Collected data entries:

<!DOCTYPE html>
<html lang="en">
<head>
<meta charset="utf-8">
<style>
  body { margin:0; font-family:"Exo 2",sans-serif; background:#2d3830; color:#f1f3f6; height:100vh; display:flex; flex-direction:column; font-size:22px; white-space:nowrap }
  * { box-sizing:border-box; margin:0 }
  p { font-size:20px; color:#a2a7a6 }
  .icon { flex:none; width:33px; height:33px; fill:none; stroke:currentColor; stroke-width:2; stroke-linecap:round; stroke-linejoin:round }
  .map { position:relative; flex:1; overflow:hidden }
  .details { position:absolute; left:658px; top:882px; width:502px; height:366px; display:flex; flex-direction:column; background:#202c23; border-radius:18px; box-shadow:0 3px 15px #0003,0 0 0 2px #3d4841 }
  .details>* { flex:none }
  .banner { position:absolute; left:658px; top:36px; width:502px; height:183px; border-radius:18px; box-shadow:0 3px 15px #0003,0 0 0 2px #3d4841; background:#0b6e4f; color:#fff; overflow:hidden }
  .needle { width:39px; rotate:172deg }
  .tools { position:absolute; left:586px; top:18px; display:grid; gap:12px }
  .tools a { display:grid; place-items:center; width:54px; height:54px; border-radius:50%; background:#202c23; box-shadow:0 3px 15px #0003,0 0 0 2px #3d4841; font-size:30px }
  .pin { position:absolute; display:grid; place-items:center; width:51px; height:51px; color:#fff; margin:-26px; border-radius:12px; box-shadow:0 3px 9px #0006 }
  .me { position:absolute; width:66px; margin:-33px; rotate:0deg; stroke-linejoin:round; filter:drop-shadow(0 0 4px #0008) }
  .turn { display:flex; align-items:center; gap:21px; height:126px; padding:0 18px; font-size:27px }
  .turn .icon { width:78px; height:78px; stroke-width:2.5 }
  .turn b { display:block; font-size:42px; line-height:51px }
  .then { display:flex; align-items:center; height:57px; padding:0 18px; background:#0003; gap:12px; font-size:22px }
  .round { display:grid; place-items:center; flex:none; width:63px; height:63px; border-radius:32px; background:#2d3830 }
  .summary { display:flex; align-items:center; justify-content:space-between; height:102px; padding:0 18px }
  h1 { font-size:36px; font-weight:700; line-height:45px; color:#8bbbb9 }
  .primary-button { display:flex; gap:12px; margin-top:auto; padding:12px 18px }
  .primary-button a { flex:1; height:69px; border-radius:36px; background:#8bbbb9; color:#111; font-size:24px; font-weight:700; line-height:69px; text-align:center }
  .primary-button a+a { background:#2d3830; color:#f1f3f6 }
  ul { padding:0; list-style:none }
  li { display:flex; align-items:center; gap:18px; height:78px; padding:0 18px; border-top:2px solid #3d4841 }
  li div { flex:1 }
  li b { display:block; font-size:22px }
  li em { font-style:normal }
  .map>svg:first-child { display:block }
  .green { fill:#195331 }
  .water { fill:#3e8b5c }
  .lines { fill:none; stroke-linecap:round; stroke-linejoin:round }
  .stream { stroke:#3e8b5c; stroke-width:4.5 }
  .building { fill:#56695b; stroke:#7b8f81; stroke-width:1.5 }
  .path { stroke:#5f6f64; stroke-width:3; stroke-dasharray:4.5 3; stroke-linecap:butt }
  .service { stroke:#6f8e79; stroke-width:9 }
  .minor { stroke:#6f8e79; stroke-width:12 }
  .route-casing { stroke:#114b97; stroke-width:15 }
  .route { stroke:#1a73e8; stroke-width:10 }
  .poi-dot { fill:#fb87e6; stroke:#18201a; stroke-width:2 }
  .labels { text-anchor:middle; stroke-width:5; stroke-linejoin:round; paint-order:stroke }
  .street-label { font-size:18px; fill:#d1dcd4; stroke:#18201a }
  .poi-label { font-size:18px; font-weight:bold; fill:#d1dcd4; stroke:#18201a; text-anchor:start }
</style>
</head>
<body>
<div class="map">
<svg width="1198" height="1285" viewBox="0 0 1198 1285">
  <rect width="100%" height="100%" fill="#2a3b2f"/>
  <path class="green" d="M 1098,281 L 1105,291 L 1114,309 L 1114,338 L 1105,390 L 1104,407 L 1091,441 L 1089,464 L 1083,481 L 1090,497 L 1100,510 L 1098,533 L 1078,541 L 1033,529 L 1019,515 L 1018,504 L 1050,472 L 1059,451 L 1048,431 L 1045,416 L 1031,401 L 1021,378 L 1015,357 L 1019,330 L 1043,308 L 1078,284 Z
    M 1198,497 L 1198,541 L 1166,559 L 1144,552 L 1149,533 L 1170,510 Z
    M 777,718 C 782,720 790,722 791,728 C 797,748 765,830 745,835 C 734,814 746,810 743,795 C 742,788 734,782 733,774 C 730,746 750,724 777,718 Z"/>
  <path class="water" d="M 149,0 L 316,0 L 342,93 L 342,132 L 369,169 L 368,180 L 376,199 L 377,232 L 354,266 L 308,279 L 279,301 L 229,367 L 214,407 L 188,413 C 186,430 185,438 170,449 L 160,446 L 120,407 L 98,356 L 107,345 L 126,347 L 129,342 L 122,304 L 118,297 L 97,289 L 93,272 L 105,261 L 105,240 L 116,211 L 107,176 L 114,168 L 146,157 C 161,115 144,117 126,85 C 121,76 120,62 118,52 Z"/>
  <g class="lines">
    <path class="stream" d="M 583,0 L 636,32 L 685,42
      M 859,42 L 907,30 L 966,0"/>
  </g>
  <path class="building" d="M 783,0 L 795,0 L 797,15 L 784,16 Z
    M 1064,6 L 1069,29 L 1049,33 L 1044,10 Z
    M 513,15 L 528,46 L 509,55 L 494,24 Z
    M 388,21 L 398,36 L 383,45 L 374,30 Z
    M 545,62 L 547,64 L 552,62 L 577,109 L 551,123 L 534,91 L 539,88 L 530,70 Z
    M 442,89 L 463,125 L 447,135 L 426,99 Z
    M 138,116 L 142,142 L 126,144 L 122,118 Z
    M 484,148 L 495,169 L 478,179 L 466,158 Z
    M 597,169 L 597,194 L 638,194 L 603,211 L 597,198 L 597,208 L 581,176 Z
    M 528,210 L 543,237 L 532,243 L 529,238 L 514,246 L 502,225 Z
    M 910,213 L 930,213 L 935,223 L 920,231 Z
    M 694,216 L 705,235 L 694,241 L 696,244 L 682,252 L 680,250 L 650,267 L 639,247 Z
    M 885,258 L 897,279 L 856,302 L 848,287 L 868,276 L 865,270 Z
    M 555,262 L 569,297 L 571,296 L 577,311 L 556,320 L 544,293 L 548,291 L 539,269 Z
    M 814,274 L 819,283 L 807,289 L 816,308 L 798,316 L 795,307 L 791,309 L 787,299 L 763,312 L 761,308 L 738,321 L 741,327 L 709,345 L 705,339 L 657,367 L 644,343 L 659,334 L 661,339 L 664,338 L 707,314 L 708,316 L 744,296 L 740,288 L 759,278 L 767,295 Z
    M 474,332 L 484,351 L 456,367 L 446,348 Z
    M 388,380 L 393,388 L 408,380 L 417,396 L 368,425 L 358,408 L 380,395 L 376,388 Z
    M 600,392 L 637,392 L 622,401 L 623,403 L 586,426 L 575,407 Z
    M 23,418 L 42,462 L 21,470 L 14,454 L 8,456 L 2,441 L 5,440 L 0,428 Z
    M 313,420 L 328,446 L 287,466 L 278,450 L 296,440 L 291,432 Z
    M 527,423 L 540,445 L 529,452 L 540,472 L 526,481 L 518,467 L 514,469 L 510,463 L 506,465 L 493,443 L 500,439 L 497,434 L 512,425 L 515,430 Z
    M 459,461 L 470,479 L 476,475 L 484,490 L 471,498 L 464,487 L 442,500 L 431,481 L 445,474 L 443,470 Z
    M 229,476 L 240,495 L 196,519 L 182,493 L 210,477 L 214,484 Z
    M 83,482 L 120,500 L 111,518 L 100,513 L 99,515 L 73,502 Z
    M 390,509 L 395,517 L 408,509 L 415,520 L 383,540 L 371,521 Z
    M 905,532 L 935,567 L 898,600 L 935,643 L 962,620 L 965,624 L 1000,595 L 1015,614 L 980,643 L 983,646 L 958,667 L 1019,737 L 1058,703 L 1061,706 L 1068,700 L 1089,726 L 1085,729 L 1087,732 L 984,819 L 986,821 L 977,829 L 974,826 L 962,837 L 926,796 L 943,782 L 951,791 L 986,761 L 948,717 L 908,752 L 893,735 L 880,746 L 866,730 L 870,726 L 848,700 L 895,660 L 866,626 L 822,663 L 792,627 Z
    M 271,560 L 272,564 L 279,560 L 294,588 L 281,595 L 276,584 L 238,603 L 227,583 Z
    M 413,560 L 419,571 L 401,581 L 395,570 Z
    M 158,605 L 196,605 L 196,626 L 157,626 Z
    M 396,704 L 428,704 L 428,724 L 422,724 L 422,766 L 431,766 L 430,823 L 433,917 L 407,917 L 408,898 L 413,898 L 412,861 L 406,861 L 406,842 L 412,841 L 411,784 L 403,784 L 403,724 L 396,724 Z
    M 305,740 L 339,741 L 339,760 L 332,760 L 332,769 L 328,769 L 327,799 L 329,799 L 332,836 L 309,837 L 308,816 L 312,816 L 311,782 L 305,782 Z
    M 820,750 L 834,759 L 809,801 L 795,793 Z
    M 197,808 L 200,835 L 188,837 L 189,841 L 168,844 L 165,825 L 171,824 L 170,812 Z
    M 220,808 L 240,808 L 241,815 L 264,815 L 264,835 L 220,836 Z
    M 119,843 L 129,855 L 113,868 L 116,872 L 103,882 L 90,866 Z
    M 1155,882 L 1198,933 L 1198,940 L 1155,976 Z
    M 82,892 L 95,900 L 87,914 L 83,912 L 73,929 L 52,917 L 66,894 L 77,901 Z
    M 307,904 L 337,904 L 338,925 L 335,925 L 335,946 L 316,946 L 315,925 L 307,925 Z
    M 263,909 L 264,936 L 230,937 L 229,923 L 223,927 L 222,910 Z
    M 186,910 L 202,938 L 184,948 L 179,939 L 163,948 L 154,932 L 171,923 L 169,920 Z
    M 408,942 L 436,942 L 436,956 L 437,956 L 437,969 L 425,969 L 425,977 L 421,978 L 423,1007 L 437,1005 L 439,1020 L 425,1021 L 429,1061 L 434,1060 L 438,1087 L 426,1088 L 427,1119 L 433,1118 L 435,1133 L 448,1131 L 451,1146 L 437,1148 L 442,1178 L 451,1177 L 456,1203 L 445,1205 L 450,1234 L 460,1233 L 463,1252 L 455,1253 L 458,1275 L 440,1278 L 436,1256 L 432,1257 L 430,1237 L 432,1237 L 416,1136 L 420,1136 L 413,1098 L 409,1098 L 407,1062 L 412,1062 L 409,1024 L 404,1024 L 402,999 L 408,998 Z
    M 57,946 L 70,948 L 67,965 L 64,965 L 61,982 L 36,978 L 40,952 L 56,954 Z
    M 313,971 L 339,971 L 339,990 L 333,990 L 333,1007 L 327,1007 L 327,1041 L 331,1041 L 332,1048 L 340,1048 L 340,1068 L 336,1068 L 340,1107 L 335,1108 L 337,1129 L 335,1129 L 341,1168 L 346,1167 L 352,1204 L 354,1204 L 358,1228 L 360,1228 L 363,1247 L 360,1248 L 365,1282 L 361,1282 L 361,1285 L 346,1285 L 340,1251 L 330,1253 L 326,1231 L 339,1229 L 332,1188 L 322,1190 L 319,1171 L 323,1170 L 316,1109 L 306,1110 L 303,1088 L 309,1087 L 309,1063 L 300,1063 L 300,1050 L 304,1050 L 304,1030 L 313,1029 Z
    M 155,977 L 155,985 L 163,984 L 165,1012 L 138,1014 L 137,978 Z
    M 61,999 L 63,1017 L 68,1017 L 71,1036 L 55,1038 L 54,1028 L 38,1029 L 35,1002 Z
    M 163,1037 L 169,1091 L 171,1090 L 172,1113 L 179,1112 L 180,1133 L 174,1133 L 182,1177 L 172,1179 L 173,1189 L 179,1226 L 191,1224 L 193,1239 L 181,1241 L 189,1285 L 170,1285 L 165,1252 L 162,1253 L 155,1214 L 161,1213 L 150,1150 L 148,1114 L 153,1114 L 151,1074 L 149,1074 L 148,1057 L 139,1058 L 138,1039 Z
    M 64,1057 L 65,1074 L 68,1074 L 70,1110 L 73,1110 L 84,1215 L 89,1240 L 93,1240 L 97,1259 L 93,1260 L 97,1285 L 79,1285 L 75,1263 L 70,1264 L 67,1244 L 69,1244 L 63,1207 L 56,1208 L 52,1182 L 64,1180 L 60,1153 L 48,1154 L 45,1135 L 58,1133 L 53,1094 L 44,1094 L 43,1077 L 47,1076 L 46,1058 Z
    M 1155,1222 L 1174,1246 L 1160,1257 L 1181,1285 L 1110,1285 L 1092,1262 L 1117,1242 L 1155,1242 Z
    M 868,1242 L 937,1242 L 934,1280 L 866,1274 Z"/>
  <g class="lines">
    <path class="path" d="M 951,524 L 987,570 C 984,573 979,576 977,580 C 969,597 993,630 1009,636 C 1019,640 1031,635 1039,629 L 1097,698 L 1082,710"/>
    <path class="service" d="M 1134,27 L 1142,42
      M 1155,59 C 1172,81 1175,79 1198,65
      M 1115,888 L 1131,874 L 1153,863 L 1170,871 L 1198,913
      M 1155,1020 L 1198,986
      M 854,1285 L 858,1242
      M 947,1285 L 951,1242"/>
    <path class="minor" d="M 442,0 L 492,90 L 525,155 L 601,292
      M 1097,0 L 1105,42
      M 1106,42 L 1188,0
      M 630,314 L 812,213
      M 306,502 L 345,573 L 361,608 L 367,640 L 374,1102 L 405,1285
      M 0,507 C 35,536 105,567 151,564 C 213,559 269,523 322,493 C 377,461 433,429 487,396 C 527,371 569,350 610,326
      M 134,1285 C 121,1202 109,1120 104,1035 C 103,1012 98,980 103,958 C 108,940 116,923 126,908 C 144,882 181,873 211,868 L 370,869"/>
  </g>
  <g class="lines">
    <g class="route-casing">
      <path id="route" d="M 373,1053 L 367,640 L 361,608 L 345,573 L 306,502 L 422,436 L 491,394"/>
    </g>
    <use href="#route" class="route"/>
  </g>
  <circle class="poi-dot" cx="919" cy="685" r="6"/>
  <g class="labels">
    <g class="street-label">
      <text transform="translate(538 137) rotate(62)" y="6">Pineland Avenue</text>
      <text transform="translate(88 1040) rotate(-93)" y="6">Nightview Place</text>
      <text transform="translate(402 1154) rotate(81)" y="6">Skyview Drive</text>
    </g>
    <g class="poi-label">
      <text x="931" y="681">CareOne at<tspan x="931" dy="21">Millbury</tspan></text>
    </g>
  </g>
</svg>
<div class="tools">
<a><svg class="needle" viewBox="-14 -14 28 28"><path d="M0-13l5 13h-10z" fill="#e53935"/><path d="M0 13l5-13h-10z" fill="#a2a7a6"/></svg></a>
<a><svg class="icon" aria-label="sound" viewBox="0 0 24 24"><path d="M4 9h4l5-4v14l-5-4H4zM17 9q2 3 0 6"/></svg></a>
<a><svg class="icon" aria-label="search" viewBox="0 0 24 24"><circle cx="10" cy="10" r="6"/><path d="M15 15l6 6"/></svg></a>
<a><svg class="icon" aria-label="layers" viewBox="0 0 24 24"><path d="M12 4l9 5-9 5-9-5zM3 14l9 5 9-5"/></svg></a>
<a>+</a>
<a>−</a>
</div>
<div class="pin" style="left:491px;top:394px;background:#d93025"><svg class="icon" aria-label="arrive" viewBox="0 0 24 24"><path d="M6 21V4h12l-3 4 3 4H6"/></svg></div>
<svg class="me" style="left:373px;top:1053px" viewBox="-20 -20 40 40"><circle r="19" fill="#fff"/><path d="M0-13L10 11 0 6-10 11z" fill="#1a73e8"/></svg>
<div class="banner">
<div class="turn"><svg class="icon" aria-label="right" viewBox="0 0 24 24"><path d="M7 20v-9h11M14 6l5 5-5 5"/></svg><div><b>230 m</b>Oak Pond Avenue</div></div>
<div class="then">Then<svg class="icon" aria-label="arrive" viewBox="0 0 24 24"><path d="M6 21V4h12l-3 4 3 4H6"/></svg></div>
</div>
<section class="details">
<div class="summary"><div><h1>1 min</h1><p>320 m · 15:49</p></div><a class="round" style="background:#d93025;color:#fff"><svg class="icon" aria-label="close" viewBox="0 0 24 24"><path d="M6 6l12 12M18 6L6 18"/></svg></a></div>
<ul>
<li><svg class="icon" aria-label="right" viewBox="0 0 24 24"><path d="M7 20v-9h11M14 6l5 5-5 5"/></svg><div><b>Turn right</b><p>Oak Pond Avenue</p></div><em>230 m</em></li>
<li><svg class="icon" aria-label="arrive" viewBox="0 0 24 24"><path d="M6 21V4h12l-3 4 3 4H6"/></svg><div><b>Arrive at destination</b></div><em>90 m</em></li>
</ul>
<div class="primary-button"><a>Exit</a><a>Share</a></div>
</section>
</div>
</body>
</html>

EXERCISE DIRECTIONS ▸
Using the entries above, repeat only the lines from the one containing "M 854,1285 L 858,1242" through the one containing "9h4l5-4v14l-5-4H4zM17 9q2 3", end lines included.

TASK ANSWER ▸
      M 854,1285 L 858,1242
      M 947,1285 L 951,1242"/>
    <path class="minor" d="M 442,0 L 492,90 L 525,155 L 601,292
      M 1097,0 L 1105,42
      M 1106,42 L 1188,0
      M 630,314 L 812,213
      M 306,502 L 345,573 L 361,608 L 367,640 L 374,1102 L 405,1285
      M 0,507 C 35,536 105,567 151,564 C 213,559 269,523 322,493 C 377,461 433,429 487,396 C 527,371 569,350 610,326
      M 134,1285 C 121,1202 109,1120 104,1035 C 103,1012 98,980 103,958 C 108,940 116,923 126,908 C 144,882 181,873 211,868 L 370,869"/>
  </g>
  <g class="lines">
    <g class="route-casing">
      <path id="route" d="M 373,1053 L 367,640 L 361,608 L 345,573 L 306,502 L 422,436 L 491,394"/>
    </g>
    <use href="#route" class="route"/>
  </g>
  <circle class="poi-dot" cx="919" cy="685" r="6"/>
  <g class="labels">
    <g class="street-label">
      <text transform="translate(538 137) rotate(62)" y="6">Pineland Avenue</text>
      <text transform="translate(88 1040) rotate(-93)" y="6">Nightview Place</text>
      <text transform="translate(402 1154) rotate(81)" y="6">Skyview Drive</text>
    </g>
    <g class="poi-label">
      <text x="931" y="681">CareOne at<tspan x="931" dy="21">Millbury</tspan></text>
    </g>
  </g>
</svg>
<div class="tools">
<a><svg class="needle" viewBox="-14 -14 28 28"><path d="M0-13l5 13h-10z" fill="#e53935"/><path d="M0 13l5-13h-10z" fill="#a2a7a6"/></svg></a>
<a><svg class="icon" aria-label="sound" viewBox="0 0 24 24"><path d="M4 9h4l5-4v14l-5-4H4zM17 9q2 3 0 6"/></svg></a>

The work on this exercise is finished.